If two altitudes of a triangle are equal in length, prove that it is an isosceles triangle.

Answer 1

Hint: In this question, we are given that the two altitudes of a triangle from the two different vertices are equal. Using this, we have to prove that the triangle is an isosceles triangle. We will use congruence to prove this. After the triangles have been proved congruent, using the rule of C.P.C.T. (corresponding parts of congruent triangles), the two sides can be proved equal. The student can use any pair of triangles for this.

Complete step-by-step answer:
We are given a triangle and two equal altitudes. Let us take the following.
 $\vartriangle ABC$ with $BD = CE$ (equal altitudes).

Now we will prove two triangles congruent.
Let us consider $\vartriangle BEC$ and $\vartriangle CDB$.
$BD = CE$ (given)
$BC = BC$ (common)
$\angle BEC = \angle CDB$ (each $90^\circ $)
Hence, $\vartriangle BEC \cong \vartriangle CDB$ (RHS rule)
$ \Rightarrow \angle EBC = \angle DCB$(corresponding parts of congruent triangles)
Using this,
$ \Rightarrow AB = AC$ (sides opposite to equal angles are equal)
Since two sides are equal, the triangle is an isosceles triangle.

If 2 altitudes of a triangle are equal then the triangle formed is an isosceles triangle.

Note: 1) The students can also use other methods to prove that the triangle is an isosceles triangle.
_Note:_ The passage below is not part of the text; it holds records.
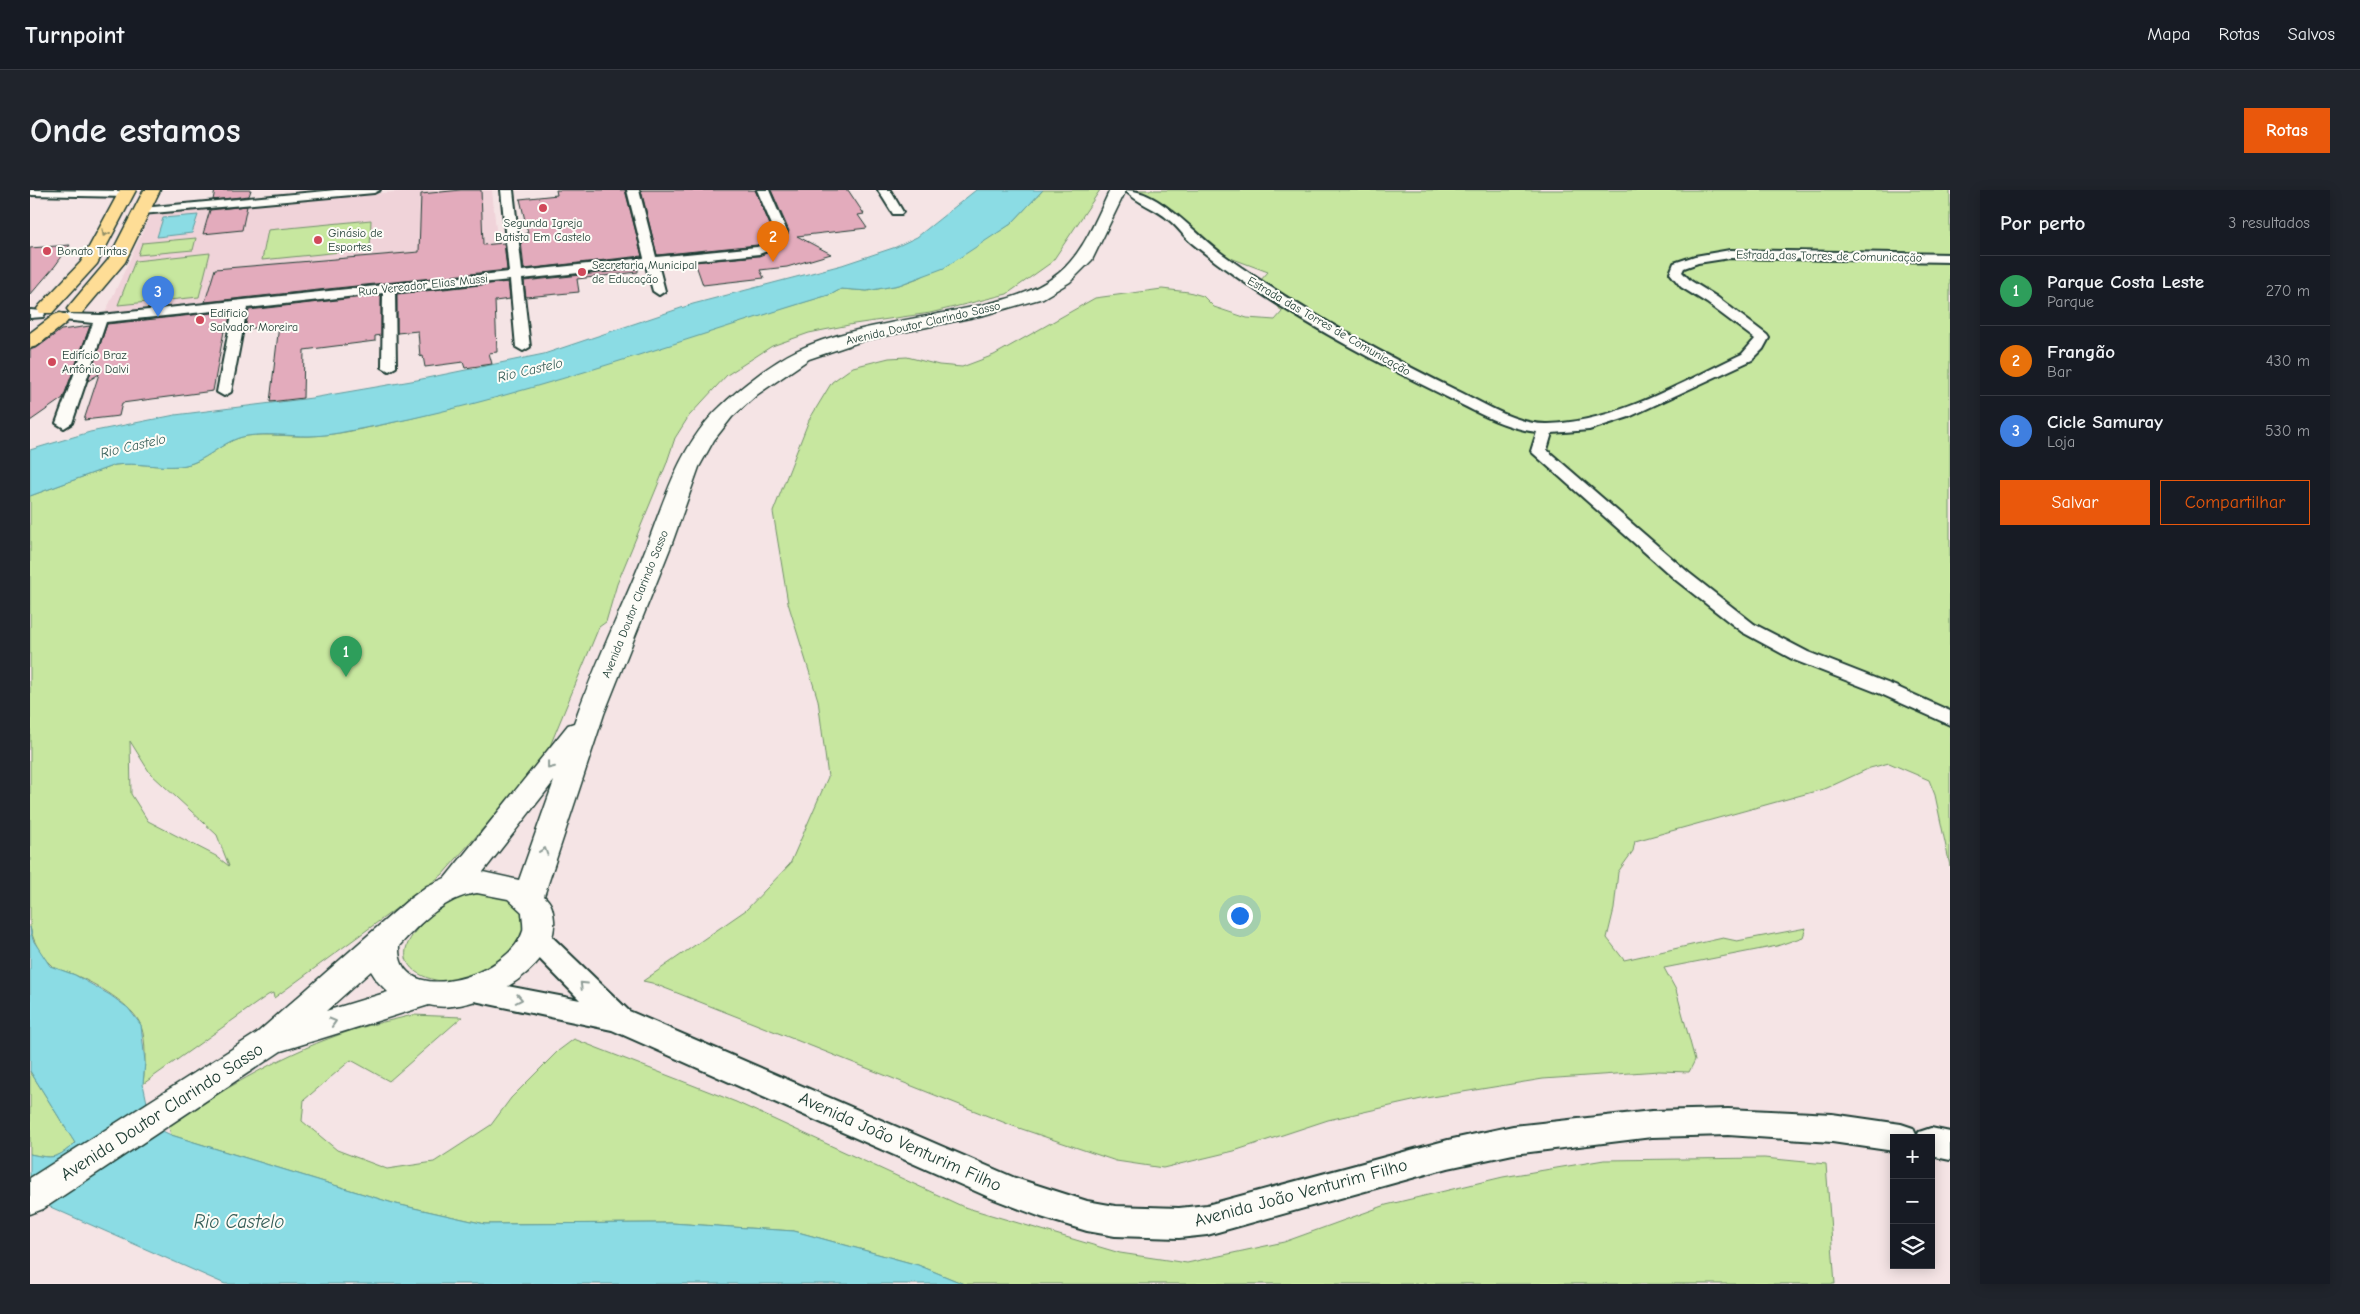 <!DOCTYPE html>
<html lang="pt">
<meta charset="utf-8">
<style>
:root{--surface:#171b24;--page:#20242c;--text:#f1f3f6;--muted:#9ea1a6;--line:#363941;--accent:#ea580c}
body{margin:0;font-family:"Comic Neue",sans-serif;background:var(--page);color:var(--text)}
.controls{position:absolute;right:15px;bottom:15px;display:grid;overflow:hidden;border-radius:0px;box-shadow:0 2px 12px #0003}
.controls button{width:45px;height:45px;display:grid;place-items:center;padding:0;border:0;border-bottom:1px solid var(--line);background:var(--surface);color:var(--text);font:25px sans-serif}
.you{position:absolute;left:1209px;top:725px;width:18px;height:18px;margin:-12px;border:4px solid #fff;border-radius:50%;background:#1a73e8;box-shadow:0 0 0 8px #1a73e833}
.badge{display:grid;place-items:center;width:32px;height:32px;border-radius:50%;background:var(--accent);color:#fff;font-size:16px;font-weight:700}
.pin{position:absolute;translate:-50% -41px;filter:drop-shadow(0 1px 2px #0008)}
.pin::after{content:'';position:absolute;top:26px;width:18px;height:15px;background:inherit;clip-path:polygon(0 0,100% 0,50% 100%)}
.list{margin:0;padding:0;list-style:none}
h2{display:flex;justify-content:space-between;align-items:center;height:65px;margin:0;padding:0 20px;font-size:21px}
h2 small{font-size:16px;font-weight:400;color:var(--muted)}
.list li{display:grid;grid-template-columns:32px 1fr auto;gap:15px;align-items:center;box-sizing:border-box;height:70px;padding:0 20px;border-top:1px solid var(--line)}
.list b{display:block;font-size:19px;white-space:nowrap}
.list p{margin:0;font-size:16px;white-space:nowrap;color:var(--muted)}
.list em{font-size:16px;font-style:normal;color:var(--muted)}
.actions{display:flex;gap:10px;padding:15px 20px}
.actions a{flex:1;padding:11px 0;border:1px solid var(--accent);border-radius:0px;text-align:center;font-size:18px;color:var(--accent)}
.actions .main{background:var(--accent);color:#fff}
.icon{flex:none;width:28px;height:28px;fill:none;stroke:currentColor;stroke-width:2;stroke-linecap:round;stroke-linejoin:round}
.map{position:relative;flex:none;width:1920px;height:1094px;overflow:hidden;border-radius:0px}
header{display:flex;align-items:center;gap:30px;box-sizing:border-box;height:70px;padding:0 25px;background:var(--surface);border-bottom:1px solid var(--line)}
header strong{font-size:24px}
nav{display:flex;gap:28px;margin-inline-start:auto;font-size:18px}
.intro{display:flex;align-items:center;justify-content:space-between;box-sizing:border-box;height:120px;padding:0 30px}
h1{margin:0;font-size:35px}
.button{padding:12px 22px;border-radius:0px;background:var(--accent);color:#fff;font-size:18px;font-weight:700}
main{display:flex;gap:30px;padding:0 30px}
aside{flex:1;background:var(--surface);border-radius:0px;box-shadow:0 2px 12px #0003}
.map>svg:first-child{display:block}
</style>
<header>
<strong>Turnpoint</strong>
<nav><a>Mapa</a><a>Rotas</a><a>Salvos</a></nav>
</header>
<div class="intro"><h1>Onde estamos</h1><a class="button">Rotas</a></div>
<main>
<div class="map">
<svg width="1920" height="1094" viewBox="0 0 1920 1094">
<rect width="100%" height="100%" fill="#f5e4e5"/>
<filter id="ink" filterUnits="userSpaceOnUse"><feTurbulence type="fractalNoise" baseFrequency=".02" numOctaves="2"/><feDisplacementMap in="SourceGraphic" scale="10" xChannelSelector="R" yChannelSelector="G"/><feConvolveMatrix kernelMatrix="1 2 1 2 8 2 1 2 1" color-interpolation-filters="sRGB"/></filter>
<g filter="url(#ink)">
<path fill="#f0d3d9" d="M 386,0 L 462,0 L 470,78 L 372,88 L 372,93 L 75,123 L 121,24 Z"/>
<path fill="#c7e79f" stroke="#73926a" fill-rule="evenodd" d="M 1013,0 L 1070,0 L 1022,72 L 977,104 L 900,123 L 824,134 L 779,143 L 742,156 L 697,185 L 659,226 L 645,248 L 636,275 L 587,394 L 576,432 L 569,437 L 515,568 L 412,685 L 244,808 L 243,803 L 238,805 L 113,894 C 115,876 117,853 111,836 C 104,815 64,793 45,785 C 37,781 25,780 20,774 C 10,765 3,750 0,737 L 0,306 L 85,275 C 107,272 128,278 149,276 C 176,274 191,250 217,246 C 238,243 260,247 281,246 C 306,245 331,239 356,234 C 507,201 653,147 802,104 L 811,99 L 837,101 L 869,95 L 891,87 L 981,34 ZM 100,551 L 120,583 L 187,645 L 199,676 L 186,666 L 118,631 L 101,604 Z
M 1107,0 L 1920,0 L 1920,676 L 1905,605 L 1899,590 L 1859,573 L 1840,578 L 1797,598 L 1605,651 L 1603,661 L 1588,682 L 1584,719 L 1577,748 L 1594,770 L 1693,748 L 1707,751 L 1776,738 L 1773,747 L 1747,756 L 1634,778 L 1646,800 L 1665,870 L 1659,882 L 1629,881 L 1513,889 L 1396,908 L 1298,930 L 1204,961 L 1133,978 L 1086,971 L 983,936 L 622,793 L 613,791 L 716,720 L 760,674 L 798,587 L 788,510 L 758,413 L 743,322 L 779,230 L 802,192 L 823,177 L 859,168 L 877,167 L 909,175 L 932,177 L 964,165 L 1065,108 L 1132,99 L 1159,102 L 1173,106 L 1184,117 L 1217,128 L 1245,130 L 1252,122 L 1230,91 L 1238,82 L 1174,58 L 1107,4 Z
M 341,30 L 340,59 L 232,70 L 238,40 Z
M 166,48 L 163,60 L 108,65 L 112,53 Z
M 180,63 L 169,107 L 88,115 L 105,71 Z
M 466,702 L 492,716 C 493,722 496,729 495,735 C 490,761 453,787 427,791 C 409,794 371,785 376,759 C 378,750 386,740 392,733 C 414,708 434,703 466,702 Z
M 383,825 L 432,827 L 359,891 L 321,870 L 274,910 L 272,931 L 307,960 L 357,979 L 404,972 L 461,935 L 481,908 L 528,861 L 544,849 L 706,912 L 934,1017 L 1090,1063 L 1157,1073 L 1254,1052 L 1356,1015 L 1473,987 L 1574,970 L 1734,968 L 1796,974 L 1805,1094 L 934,1094 L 888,1075 L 764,1041 L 641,1033 L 455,1034 L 366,1014 L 141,945 L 138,934 C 197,898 257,861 323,840 C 342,834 363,830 383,825 Z
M 0,881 L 45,953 C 27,969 23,969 0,964 Z"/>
<path fill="#8bdce4" stroke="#609c9e" d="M 946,0 L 1013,0 L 981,34 L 914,78 L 869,95 L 837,101 L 811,99 L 802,104 C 642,152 483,212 319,241 C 305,244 291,246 278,246 C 258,246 237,243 217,246 C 191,250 176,274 149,276 C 128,278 107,272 85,275 L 0,306 L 0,260 L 60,242 L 145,225 L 282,208 L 387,190 L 514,164 L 663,114 L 812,75 L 866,57 L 887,47 Z
M 168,25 L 162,43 L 127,47 L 133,28 Z
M 0,737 L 3,750 L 20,776 L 45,785 L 80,805 L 98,818 L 111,835 L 115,872 L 113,894 L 122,936 L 141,945 L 366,1014 L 455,1034 L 641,1033 L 764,1041 L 888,1075 L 934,1094 L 195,1094 L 0,1008 L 0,964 C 23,969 27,969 45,953 L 0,881 Z"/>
<path fill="#e3abbc" stroke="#1f3d34" d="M 185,0 L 221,0 L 219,6 L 183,10 Z
M 431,0 L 451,0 L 453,55 L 474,53 L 477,80 L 175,112 L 185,79 L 389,62 L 391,4 Z
M 526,0 L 595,0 L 612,66 L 494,79 L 491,51 L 498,51 L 496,43 L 498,43 L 490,9 L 527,5 Z
M 611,0 L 725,0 L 743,42 L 740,50 L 727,55 L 627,65 Z
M 741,0 L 818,0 L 834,24 L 828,25 L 837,38 L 767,46 L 801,64 L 757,77 L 730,80 L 734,88 L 673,95 L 665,72 L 729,66 L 752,57 L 759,41 Z
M 217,16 L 212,40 L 173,44 L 180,20 Z
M 40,55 L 25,76 L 0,105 L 0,58 Z
M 608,79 L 608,82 L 547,89 L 549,102 L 496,107 L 494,91 Z
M 478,92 L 480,109 L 465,111 L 467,162 L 459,163 L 462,174 L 435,178 L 433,172 L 395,177 L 393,166 L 390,167 L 388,141 L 367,143 L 367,104 Z
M 351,105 L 351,145 L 345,146 L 345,151 L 274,160 L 273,208 L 240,212 L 249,135 L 215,139 L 219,120 Z
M 201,121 L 197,141 L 194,141 L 183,201 L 92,213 L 89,226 L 54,230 L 69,184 L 58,191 L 77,134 Z
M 60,136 L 33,208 L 0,231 L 0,160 L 8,157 L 31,140 Z"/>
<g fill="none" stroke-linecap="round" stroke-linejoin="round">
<defs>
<path id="minor" d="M 0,0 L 96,1 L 102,4 L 96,7 L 0,5 Z
M 306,0 L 350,0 L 344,3 L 112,24 L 106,21 L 112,18 Z
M 471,0 L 483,0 L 492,81 L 614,68 L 597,0 L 609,0 L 626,67 L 727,57 L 741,51 L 745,42 L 727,0 L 739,0 L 757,42 L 750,56 L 729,64 L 628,74 L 635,101 L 629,105 L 623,101 L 616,76 L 492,89 L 500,157 L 493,161 L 486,157 L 480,90 L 365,102 L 366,177 L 359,181 L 352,177 L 353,103 L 217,118 L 201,202 L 194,206 L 187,202 L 203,119 L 76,132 L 42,233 L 34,238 L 26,233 L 63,133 L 33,130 L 31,127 L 33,124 L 71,125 L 479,82 Z
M 848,0 L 860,0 L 873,22 L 871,24 L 863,24 Z
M 1095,0 C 1129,0 1164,43 1191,63 C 1265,117 1348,162 1430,202 C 1457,215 1487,235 1518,234 C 1587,232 1650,193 1712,164 L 1725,149 L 1677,113 L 1651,97 L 1640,83 L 1644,73 L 1665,66 L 1700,60 L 1920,64 L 1920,72 L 1700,68 L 1668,73 L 1654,78 L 1652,82 L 1661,91 L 1687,107 L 1737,145 L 1739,148 L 1733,159 L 1722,170 L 1599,227 L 1559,240 L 1522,243 L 1517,260 L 1659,383 L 1724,434 L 1778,462 L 1865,496 L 1920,521 L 1920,535 L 1851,504 L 1764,470 L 1712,442 L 1647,391 L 1504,264 L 1501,261 L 1507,242 C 1472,238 1441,219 1409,203 C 1324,161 1237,114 1163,54 C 1154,47 1148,37 1139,30 C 1126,18 1106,13 1095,0 Z
M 0,120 L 13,121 L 15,124 L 13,127 L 0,128 Z"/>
<path id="tertiary" d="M 507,738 L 517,742 L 599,821 L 985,988 L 1057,1011 L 1085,1016 L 1149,1018 L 1177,1015 L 1418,950 L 1483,936 L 1622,921 L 1698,919 L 1802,924 L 1871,934 L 1883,938 L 1887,947 L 1889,942 L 1901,938 L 1920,942 L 1920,970 L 1901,966 L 1901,948 L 1864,948 L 1864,961 L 1802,952 L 1698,945 L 1622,947 L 1483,964 L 1418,978 L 1177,1045 L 1149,1048 L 1085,1046 L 1057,1041 L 1011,1027 L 961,1008 L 582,840 L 430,808 L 426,800 L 430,792 L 441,789 L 550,810 L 497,756 L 492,749 L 497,742 Z"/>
<path id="secondary" d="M 1080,0 L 1096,0 L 1062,70 L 1040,92 L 1013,108 L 954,125 L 835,150 L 779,169 L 728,204 L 702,227 L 684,250 L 669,277 L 641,356 L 574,524 L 514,706 C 522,713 523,720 524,730 C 528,780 443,826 399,815 L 251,861 L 13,1019 L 0,1024 L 0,988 L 227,843 L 377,711 L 397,696 L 415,688 L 538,535 L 544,533 C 563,479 588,427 610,373 C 632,320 646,258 690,217 C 708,199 743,172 766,161 C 809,140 867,132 913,123 C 951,115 998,109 1029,83 C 1054,62 1066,29 1080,0 ZM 524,591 L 489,690 L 453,682 ZM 447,703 L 478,709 L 492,722 C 492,727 494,736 493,741 C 479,787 366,820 369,756 C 390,733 415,707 447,703 ZM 341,781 L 348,792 L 358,802 L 296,821 Z"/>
<path id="primary" d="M 90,0 L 106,0 L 67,74 L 22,123 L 10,123 L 7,119 L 10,115 L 51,72 Z
M 114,0 L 130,0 L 95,72 L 52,123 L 40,123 L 37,119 L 40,115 L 78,70 Z
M 30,123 L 36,125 L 39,129 L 36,133 L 7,156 L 0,158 L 0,143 L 24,125 Z"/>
</defs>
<use href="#minor" stroke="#1f3d34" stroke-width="4"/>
<use href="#tertiary" stroke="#1f3d34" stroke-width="4"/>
<use href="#secondary" stroke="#1f3d34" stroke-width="3"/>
<use href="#primary" stroke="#1f3d34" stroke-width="3"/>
<use href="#minor" fill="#fdfcf7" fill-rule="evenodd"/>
<use href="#tertiary" fill="#fdfcf7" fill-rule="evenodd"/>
<use href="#secondary" fill="#fdfcf7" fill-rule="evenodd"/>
<use href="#primary" fill="#fedd96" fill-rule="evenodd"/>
</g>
<defs><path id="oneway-chevron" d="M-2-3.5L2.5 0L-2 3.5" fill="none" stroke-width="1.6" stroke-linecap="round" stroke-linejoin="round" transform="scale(1.25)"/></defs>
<use stroke="#8e8d65" href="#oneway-chevron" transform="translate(75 43) rotate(119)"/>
<g stroke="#8e9c96">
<use href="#oneway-chevron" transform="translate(520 576) rotate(128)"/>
<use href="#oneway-chevron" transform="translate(514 661) rotate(-71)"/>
<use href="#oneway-chevron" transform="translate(553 795) rotate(-136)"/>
<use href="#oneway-chevron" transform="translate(489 809) rotate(11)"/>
<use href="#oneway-chevron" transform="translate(303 832) rotate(-17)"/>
</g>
</g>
<g fill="#d1495b" stroke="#fdfcf7" stroke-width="2">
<circle cx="513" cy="18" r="5"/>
<circle cx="288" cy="50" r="5"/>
<circle cx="17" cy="61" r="5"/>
<circle cx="552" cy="82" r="5"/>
<circle cx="170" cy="130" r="5"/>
<circle cx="22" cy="172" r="5"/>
</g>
<g text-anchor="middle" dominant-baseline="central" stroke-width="4" stroke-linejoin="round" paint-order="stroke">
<g font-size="12" fill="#1f3d34" stroke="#fdfcf7" text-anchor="start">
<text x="513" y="33" text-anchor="middle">Segunda Igreja<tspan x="513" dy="14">Batista Em Castelo</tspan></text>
<text x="298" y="43">Ginásio de<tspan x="298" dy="14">Esportes</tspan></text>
<text x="27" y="61">Bonato Tintas</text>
<text x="562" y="75">Secretaria Municipal<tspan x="562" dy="14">de Educação</tspan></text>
<text x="180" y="123">Edificio<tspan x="180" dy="14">Salvador Moreira</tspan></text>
<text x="32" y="165">Edifício Braz<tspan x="32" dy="14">Antônio Dalvi</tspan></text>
</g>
<g font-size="12" fill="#1f3d34" stroke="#fdfcf7">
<text transform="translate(1799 66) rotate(1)">Estrada das Torres de Comunicação</text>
<text transform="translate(393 95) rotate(-6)">Rua Vereador Elias Mussi</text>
<text transform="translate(893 133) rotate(-13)">Avenida Doutor Clarindo Sasso</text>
<text transform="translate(1299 136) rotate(30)">Estrada das Torres de Comunicação</text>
<text transform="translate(605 414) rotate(-68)">Avenida Doutor Clarindo Sasso</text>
</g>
<g font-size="14" font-style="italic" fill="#355d57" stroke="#fdfcf7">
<text transform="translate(500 180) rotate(-13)">Rio Castelo</text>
<text transform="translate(103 256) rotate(-13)">Rio Castelo</text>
</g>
<g font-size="18" fill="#1f3d34" stroke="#fdfcf7">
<text transform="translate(132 922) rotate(-33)">Avenida Doutor Clarindo Sasso</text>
<text transform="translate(870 952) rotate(24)">Avenida João Venturim Filho</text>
<text transform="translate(1271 1003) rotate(-15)">Avenida João Venturim Filho</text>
</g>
<g font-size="19" font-style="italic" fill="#355d57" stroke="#fdfcf7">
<text x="209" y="1032">Rio Castelo</text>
</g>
</g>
</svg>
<div class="controls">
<button>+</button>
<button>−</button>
<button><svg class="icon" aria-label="layers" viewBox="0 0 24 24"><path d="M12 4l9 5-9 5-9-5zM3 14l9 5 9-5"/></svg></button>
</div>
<div class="you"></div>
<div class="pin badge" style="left:316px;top:487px;background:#2e9e5b">1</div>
<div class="pin badge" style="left:743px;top:72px;background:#e8710a">2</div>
<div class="pin badge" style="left:128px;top:127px;background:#3f7fe0">3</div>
</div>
<aside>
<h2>Por perto<small>3 resultados</small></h2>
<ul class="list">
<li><span class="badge" style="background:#2e9e5b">1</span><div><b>Parque Costa Leste</b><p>Parque</p></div><em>270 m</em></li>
<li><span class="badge" style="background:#e8710a">2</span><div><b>Frangão</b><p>Bar</p></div><em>430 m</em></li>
<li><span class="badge" style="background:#3f7fe0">3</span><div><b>Cicle Samuray</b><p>Loja</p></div><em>530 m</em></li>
</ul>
<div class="actions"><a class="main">Salvar</a><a>Compartilhar</a></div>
</aside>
</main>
For example-

Consider $\vartriangle ABD$ and $\vartriangle ACE$.
$BD = CE$ (given)
$\angle BDA = \angle CEA$ (each $90^\circ $)
$\angle BAD = \angle CAE$(common)
Hence,$\vartriangle ABD \cong \vartriangle ACE$ (ASA rule)
$ \Rightarrow AB = AC$ (corresponding parts of congruent triangles)
Since the two sides of a triangle are equal, the triangle is an isosceles triangle.
2) While selecting a pair of triangles to prove the sides equal, it should be kept in mind that the triangles include the required side.
3) The RHS rule involves a right angle, hypotenuse and any one side.
ASA rule involves any one side and two corresponding angles.